Love and Failure
- jonna lintao

- Dec 17, 2020
- 2 min read
Updated: Jul 23, 2021
Some people feel there is no one in this world who would love and care for them, and this makes them miserable. The truth is there are many people in this world who can love us if we just accept them and let them into our hearts. At least, this is what I want to believe. It is easier to think the worst of people and their motives as this leaves no room for expectations and disappointments. And even then, we're still left disappointed and bitter sometimes.
Every time I find myself falling for someone, there are usually no butterflies. Just a strong feeling that my beating heart is on the chopping board getting julienned, and my brain saying 'ayan ka na naman!' with a sarcastic, unhelpful laugh. I've always been pessimistic and masochistic when it comes to any romance involving me. What's exciting for me is not the thought that the romance would last, but betting on how long it will last, how it will end, and how should I feel when it finally ends. With this kind of unhealthy mindset, it's ironic that I'm impatient about finding the one.

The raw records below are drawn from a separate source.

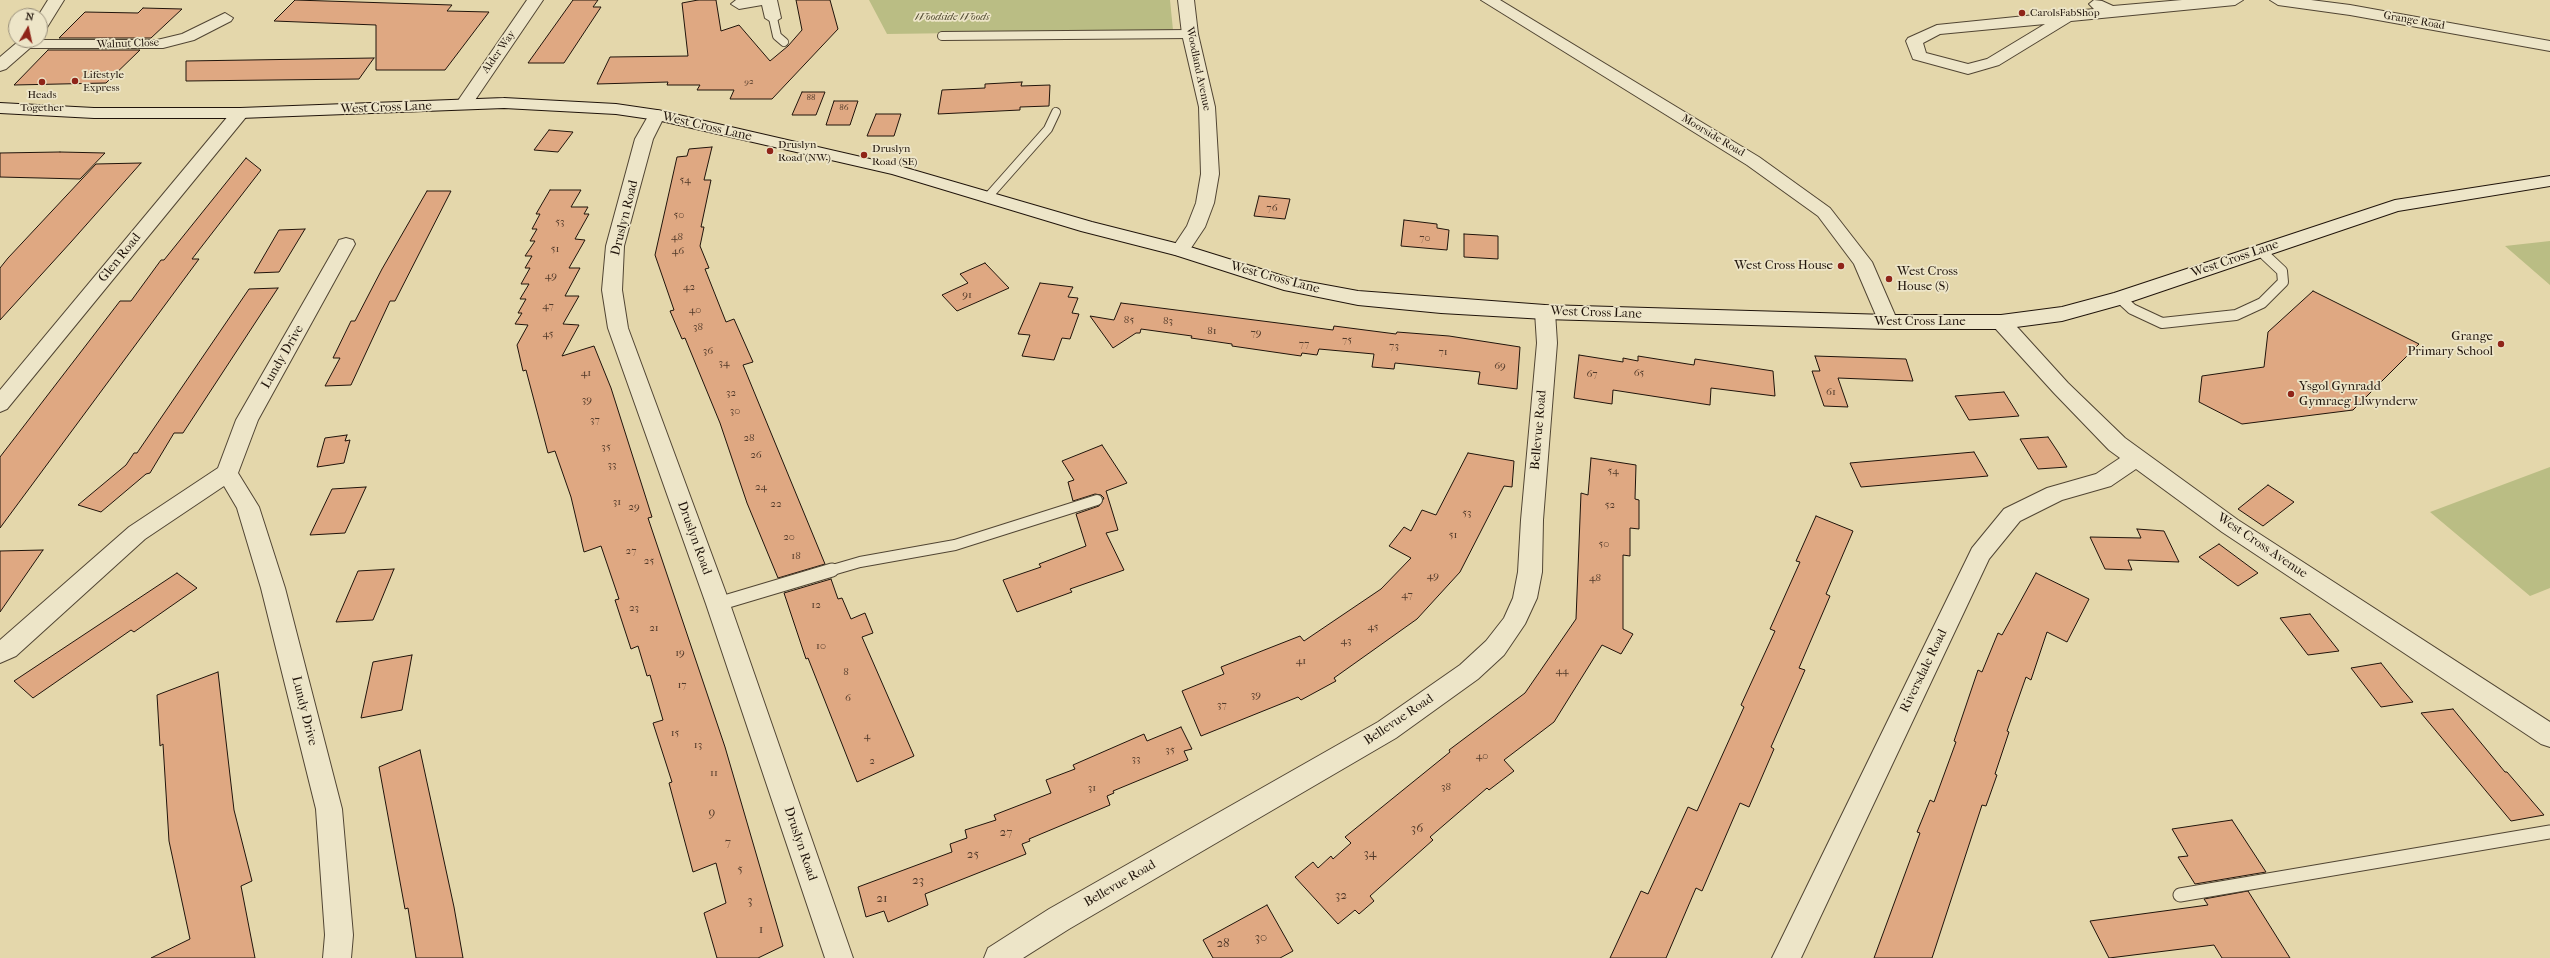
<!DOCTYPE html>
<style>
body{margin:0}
#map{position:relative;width:2550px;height:958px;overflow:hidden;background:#e4d7ab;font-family:"IM FELL French Canon",serif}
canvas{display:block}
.north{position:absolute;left:8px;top:8px;width:40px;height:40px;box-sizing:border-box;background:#ede5c8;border:1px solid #9b917c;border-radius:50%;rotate:9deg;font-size:11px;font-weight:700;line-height:16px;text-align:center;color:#20140b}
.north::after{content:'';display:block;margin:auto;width:14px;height:18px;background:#8f2418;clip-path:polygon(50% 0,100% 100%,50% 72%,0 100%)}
</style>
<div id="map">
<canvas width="2550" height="958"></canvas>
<div class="north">N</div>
</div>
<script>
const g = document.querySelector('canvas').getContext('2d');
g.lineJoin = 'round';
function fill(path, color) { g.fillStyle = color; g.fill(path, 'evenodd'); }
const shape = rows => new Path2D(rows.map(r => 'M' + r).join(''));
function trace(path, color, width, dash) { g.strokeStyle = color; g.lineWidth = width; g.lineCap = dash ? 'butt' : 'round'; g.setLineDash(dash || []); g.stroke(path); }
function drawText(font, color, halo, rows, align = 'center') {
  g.font = font + ' "IM FELL French Canon",serif'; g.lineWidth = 3.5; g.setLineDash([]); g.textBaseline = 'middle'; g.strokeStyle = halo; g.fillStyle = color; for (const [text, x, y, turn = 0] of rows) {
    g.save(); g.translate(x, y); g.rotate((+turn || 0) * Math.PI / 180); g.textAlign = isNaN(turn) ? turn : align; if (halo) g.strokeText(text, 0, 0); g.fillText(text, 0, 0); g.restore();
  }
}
fill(shape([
 [869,0,1170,0,1173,30,887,34],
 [2550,241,2550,285,2505,246],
 [2550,467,2550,588,2530,596,2430,512]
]), '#babd84');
const building = shape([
 [295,0,452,5,447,11,489,12,445,70,376,70,376,25,274,21,295,0],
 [573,0,598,0,593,7,601,7,564,63,528,63,573,0],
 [698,0,716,0,721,31,739,25,770,61,788,46,802,30,796,0,830,0,838,29,772,99,730,99,734,90,697,90,700,85,667,85,668,82,597,84,610,57,688,56,682,3,698,0],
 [143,8,182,9,151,38,59,38,85,12,138,13,143,8],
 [48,50,140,50,106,83,14,85,48,50],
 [374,58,359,79,186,81,186,61,374,58],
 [1022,82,1021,86,1050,85,1049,106,1020,107,1020,110,938,114,942,90,985,88,985,84,1022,82],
 [802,92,825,92,816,115,792,115,802,92],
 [834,101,858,101,850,125,826,125,834,101],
 [876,114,901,114,894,136,867,136,876,114],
 [549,130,573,132,558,152,534,150,549,130],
 [712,147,704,180,711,180,701,227,704,227,700,246,709,268,705,269,726,322,734,319,753,362,743,365,825,564,778,578,747,503,720,423,685,338,682,339,670,311,674,310,655,255,677,157,687,156,689,149,712,147],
 [60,152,105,153,80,179,0,177,0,153,60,152],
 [246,158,261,170,192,259,199,259,0,528,0,457,120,301,131,301,161,260,164,260,246,158],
 [141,163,71,242,0,320,0,268,8,258,96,164,141,163],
 [550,190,581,190,571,207,588,207,584,214,589,214,575,239,585,240,569,268,580,268,565,296,579,296,563,324,579,325,562,356,594,346,611,388,652,517,648,518,725,747,783,946,758,958,717,958,704,913,726,903,716,863,693,872,669,783,672,782,653,723,663,720,650,675,647,676,638,646,631,649,615,600,619,599,601,546,584,552,571,497,555,451,548,453,526,370,523,371,517,345,528,325,515,324,522,313,518,313,526,299,520,299,529,284,521,284,530,268,525,268,532,256,525,256,535,241,530,241,537,229,532,229,540,214,536,214,550,190],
 [427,191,451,191,395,301,390,301,351,385,325,386,340,358,333,358,351,321,355,321,382,269,427,191],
 [1259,196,1290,199,1285,219,1254,216,1259,196],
 [1404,220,1437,224,1437,228,1449,230,1447,250,1401,246,1404,220],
 [305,229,279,272,254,273,279,230,305,229],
 [1464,234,1498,236,1498,259,1464,257,1464,234],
 [985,263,1009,288,957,311,942,295,968,283,960,274,985,263],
 [1040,283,1073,287,1068,297,1078,298,1072,313,1079,314,1070,339,1062,338,1054,360,1022,356,1030,335,1018,334,1040,283],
 [278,288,183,433,174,433,150,473,146,474,101,512,78,505,126,465,134,453,137,453,249,289,278,288],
 [2313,291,2419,344,2353,410,2242,424,2199,402,2202,376,2264,367,2268,332,2313,291],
 [1121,303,1333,330,1334,326,1396,334,1397,332,1449,336,1520,347,1517,389,1478,384,1480,372,1395,363,1394,369,1372,367,1374,354,1319,349,1317,355,1302,353,1301,356,1232,346,1232,344,1191,338,1192,336,1141,329,1140,333,1136,333,1113,348,1090,316,1114,320,1121,303],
 [1579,355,1623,362,1623,358,1638,361,1638,356,1694,365,1695,359,1773,371,1775,396,1711,388,1710,405,1613,390,1612,404,1574,398,1579,355],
 [1815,356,1906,359,1913,381,1838,378,1848,407,1824,406,1812,371,1820,371,1815,356],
 [2004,392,2019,416,1969,420,1955,396,2004,392],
 [347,435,345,441,350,440,344,463,317,467,325,438,347,435],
 [2048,437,2058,452,2067,467,2038,469,2020,439,2048,437],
 [1102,445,1127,483,1106,491,1118,530,1106,533,1124,570,1070,589,1072,592,1017,612,1003,580,1041,567,1039,564,1086,546,1076,514,1099,506,1104,498,1101,495,1095,494,1073,501,1068,482,1074,480,1062,461,1102,445],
 [1974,452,1988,476,1861,487,1850,463,1974,452],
 [1468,453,1514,461,1512,487,1504,486,1460,572,1417,619,1334,678,1336,681,1301,700,1298,697,1201,736,1182,691,1224,674,1221,667,1300,636,1304,641,1381,589,1411,558,1389,546,1404,527,1411,531,1422,510,1436,515,1468,453],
 [1591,458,1636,465,1635,499,1639,500,1639,529,1630,528,1630,556,1623,555,1623,629,1633,634,1621,654,1602,645,1554,722,1504,760,1514,771,1489,790,1487,788,1430,837,1433,840,1370,896,1374,901,1359,914,1355,910,1338,924,1295,877,1313,862,1318,868,1331,856,1333,859,1351,843,1345,837,1450,752,1449,750,1525,693,1576,619,1581,493,1588,495,1591,458],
 [2268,485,2294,502,2263,526,2238,509,2268,485],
 [366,487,345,533,310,535,332,489,366,487],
 [1816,516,1853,531,1826,594,1830,596,1799,668,1805,670,1771,747,1774,749,1749,807,1740,803,1702,891,1696,888,1666,958,1610,958,1641,891,1648,894,1688,807,1697,811,1744,707,1741,705,1775,631,1770,629,1800,562,1796,561,1816,516],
 [2137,529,2164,531,2179,562,2128,560,2132,570,2105,569,2090,537,2141,538,2137,529],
 [2219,544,2258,573,2238,586,2199,557,2219,544],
 [43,550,0,612,0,551,43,550],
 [394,569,373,620,336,622,358,571,394,569],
 [177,573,197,588,134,632,131,630,33,698,14,681,177,573],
 [2036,573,2089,599,2067,642,2047,632,2031,680,2026,677,2007,731,2009,732,1995,774,1997,775,1986,806,1982,805,1932,958,1874,958,1920,833,1917,832,1930,800,1934,802,1956,742,1954,741,1978,670,1982,672,1998,633,2002,635,2036,573],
 [831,579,838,599,842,598,851,619,865,613,873,633,862,637,914,756,857,782,808,658,806,659,784,593,831,579],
 [2310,614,2324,632,2339,651,2308,655,2280,618,2310,614],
 [412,655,402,710,361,718,373,662,412,655],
 [2381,663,2400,687,2413,702,2381,707,2351,668,2381,663],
 [218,672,234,810,252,881,241,886,255,958,151,958,190,939,169,841,163,744,160,746,157,695,218,672],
 [2453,709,2505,772,2507,772,2544,815,2511,821,2421,713,2453,709],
 [1181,727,1192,749,1184,751,1188,760,1113,791,1114,793,1107,796,1110,805,1029,839,1030,841,1022,844,1026,854,925,894,928,905,888,922,884,911,866,917,858,887,952,852,950,844,967,838,965,830,996,820,994,815,1051,793,1046,780,1075,769,1073,765,1144,734,1147,741,1181,727],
 [420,750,454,907,463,958,416,958,408,908,405,909,379,767,420,750],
 [2232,820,2266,872,2195,884,2178,857,2188,856,2172,829,2232,820],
 [2248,891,2290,958,2222,958,2214,945,2109,958,2090,921,2208,905,2204,899,2248,891],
 [1267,905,1293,951,1280,958,1213,958,1203,940,1267,905]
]);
fill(building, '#dfa882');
trace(building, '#20140b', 1);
const laneFar2 = shape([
 [773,18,777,36,784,42],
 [942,36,1190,34],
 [987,198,1048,129,1056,112],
 [2259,250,2266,256]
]);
const laneFar1 = shape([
 [2120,298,2132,309,2162,323,2236,315,2262,303,2283,282,2282,271,2265,255],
 [829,571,860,562,955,545,1097,500]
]);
const lane = shape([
 [718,604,832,570],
 [2180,895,2550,832]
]);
const street = shape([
 [48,0,64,0,46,29,40,31,38,16,48,0],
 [527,0,543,0,469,109,457,109,455,105,527,0],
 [777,0,781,18,773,23,765,18,762,5,739,9,731,4,736,0,777,0],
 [1178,0,1194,0,1198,34,1215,107,1219,174,1214,203,1205,227,1187,254,1180,256,1173,254,1171,250,1187,226,1196,203,1201,174,1199,107,1182,34,1178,0],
 [1481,0,1500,0,1759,157,1830,208,1872,262,1898,322,1895,327,1888,329,1881,327,1854,264,1818,216,1747,165,1481,0],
 [2094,0,2102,1,2113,6,2182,0,2243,0,2235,5,2071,21,1999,65,1968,74,1913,59,1906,41,1908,38,1937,25,2094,9,2089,4,2094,0],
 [2045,24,1987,59,1968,64,1926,53,1923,43,1940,34,2045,24],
 [2270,0,2311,0,2350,5,2550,41,2550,51,2350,15,2278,5,2270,0],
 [225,13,233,18,231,21,194,40,163,48,30,48,6,69,0,71,0,57,20,40,157,40,182,34,225,13],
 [240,108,246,109,248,113,246,117,7,409,0,412,0,390,234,109,240,108],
 [657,110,663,111,665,115,653,139,624,246,622,290,628,328,730,604,853,958,825,958,706,604,608,328,602,290,606,246,635,139,651,111,657,110],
 [346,238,353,240,355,244,258,420,238,473,259,507,285,588,342,809,353,935,351,958,323,958,325,935,316,809,261,588,237,508,224,486,145,539,16,656,0,663,0,640,129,527,218,468,236,420,337,244,339,240,346,238],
 [1545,305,1552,307,1555,312,1557,343,1543,520,1542,572,1537,598,1525,624,1504,655,1478,679,1396,738,1069,929,1023,958,984,958,988,948,1049,909,1378,722,1460,665,1486,641,1504,618,1513,598,1518,572,1521,520,1537,343,1535,312,1538,307,1545,305],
 [2001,315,2008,317,2068,383,2125,438,2238,520,2550,722,2550,747,2541,744,2222,532,2136,469,2111,486,2062,500,2020,521,1989,559,1801,958,1772,958,1972,548,2004,509,2047,488,2096,474,2120,458,2109,450,2054,393,1994,327,1991,322,1994,317,2001,315]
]);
const secondary = shape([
 [504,98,616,104,657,110,896,165,1092,222,1187,246,1293,279,1358,291,1545,305,1888,315,2001,315,2062,307,2114,293,2395,200,2550,176,2550,186,2398,211,2127,303,2062,321,2001,329,1888,329,1545,319,1441,313,1358,305,1284,290,1175,255,1081,231,892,174,657,120,616,114,504,108,240,118,94,118,0,113,0,103,94,108,240,108,504,98]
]);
trace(laneFar2, '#514533', 10);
trace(laneFar1, '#514533', 12);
trace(lane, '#514533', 15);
trace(street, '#514533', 2);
trace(secondary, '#20140b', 2);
trace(laneFar2, '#ede5c8', 8);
trace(laneFar1, '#ede5c8', 10);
trace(lane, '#ede5c8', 13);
fill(street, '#ede5c8');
fill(secondary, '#ede5c8');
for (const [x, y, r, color] of [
 [2022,13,4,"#8f2418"],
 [75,81,4,"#8f2418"],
 [42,82,4,"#8f2418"],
 [770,151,4,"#8f2418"],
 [864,155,4,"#8f2418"],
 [1841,266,4,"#8f2418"],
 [1889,279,4,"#8f2418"],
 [2501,344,4,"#8f2418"],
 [2291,394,4,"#8f2418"]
]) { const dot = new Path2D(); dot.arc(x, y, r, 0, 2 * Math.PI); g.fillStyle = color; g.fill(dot); trace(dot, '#ede5c8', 1.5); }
drawText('9px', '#503929', null, [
 ["92",749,82],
 ["88",811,98],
 ["86",844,108]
]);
drawText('11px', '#20140b', '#ede5c8', [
 ["CarolsFabShop",2030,13],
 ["Lifestyle",83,75],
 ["Express",83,88],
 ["Heads",42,95,"center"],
 ["Together",42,108,"center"],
 ["Druslyn",778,145],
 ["Road (NW)",778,158],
 ["Druslyn",872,149],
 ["Road (SE)",872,162]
], 'left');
drawText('italic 11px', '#4e472f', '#ede5c8', [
 ["Woodside Woods",952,17]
]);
drawText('11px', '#20140b', '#ede5c8', [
 ["Grange Road",2414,21,10],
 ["Walnut Close",128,44,-2],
 ["Alder Way",499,52,-55],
 ["Woodland Avenue",1198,69,78],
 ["Moorside Road",1713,136,31]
]);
drawText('11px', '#503929', null, [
 ["54",685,180],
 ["76",1272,208],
 ["50",679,215],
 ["53",560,222],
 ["48",677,237],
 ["70",1425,238],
 ["51",555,249],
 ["46",678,251],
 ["49",551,276],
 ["42",689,287],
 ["91",967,295],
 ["47",548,306],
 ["40",695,310],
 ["85",1129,320],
 ["83",1168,321],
 ["38",698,327],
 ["81",1212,331],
 ["79",1256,333],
 ["45",548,334],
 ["75",1347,340],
 ["77",1304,344],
 ["73",1394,346],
 ["36",708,351],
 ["71",1443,352],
 ["34",724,363],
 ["69",1500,366],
 ["41",586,373],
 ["65",1639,373],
 ["67",1592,374],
 ["61",1831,392],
 ["32",731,393],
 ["39",587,400],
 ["30",735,411],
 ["37",595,420],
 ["28",749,438],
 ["35",606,447],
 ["26",756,455],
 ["33",612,465],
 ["54",1613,471],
 ["24",761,487],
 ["31",617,502],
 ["22",776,504],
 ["52",1610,505],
 ["29",634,507],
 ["53",1467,513],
 ["51",1453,535],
 ["20",789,537],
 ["50",1604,544],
 ["27",631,551],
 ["18",796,556],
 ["25",649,561],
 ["49",1433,576],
 ["48",1595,578],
 ["47",1407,595],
 ["12",816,605],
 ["23",634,608],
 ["45",1373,627],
 ["21",654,628],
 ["43",1346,641],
 ["10",821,646],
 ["19",680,653],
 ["41",1301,661],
 ["44",1562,671],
 ["8",846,672],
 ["17",682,685],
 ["39",1256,695],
 ["6",848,698],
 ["37",1222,705],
 ["15",675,733],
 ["4",867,736],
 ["13",698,745],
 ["35",1170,750],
 ["40",1482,756],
 ["33",1136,759],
 ["2",872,761],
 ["11",714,773],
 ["38",1446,787],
 ["31",1092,788]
]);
drawText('13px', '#20140b', '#ede5c8', [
 ["West Cross Lane",386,108,-2],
 ["West Cross Lane",707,127,13],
 ["Druslyn Road",625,218,-76],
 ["Glen Road",120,258,-51],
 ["West Cross Lane",2235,259,-19],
 ["West Cross Lane",1275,278,15],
 ["West Cross Lane",1596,313,2],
 ["West Cross Lane",1920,322],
 ["Lundy Drive",283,357,-60],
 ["Bellevue Road",1539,430,-85],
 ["Druslyn Road",694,538,70],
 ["West Cross Avenue",2262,546,34],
 ["Riversdale Road",1924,671,-64],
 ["Lundy Drive",304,711,76],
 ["Bellevue Road",1399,720,-34],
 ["Druslyn Road",800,844,71],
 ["Bellevue Road",1120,884,-30]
]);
drawText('13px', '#20140b', '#ede5c8', [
 ["West Cross House",1833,266],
 ["West Cross",1897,272,"left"],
 ["House (S)",1897,287,"left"],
 ["Grange",2493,337],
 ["Primary School",2493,352],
 ["Ysgol Gynradd",2299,387,"left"],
 ["Gymraeg Llwynderw",2299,402,"left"]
], 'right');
drawText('13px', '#503929', null, [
 ["9",712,813],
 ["36",1417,829],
 ["27",1006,833],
 ["7",728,843],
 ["34",1370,854],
 ["25",973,855],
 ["5",740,870],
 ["23",918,881],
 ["32",1341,896],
 ["21",882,899],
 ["3",750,901],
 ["1",761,930],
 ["30",1261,938],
 ["28",1223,944]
]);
</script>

The big questions for those searching for the elusive happiness and love are when and how can they trust the people who tell them they'll love and cherish them forever, or can they even trust these words at all. Even marriages fail and nothing is guaranteed. I would always ask myself if I am ready to take the leap, to make the bet? Am I ready mentally, emotionally, and physically for the possible rejection and unhappy ending if I stick out my neck and offer my heart on the chopping board? The answers would not always be yes, but sometimes, I take the leap nevertheless. The prospect of love and happiness is so delicious and seemingly within my grasp, and I can't resist it. The prospect of having someone to dispel their loneliness makes people desperate. Admittedly, I have my moments of desperation.
One of the things that keep me sane after every failed romance and relationship, aside from my loyal friends who are willing to listen to my rants and pity talk, is my stubborn determination to learn from those experiences. The downside is I get cynical with every failure, and I go back to the issue of trusting people. If you think about it, it's a miserable cycle, really.
Then finally after all the painful process of love and failure, we sort to indifference, or go back to our shells and never come out again. Or so we thought. The reality is we'll always be willing to take the leap whenever we meet people who we think might be worth it, people who might make our every pain and failure make sense. And some people get lucky too! This is what we hold on to when we take the risk of loving another person — the thought that our turn of happiness might be here at last. Hope is something we really mustn't lose if we are to keep going with this crazy life.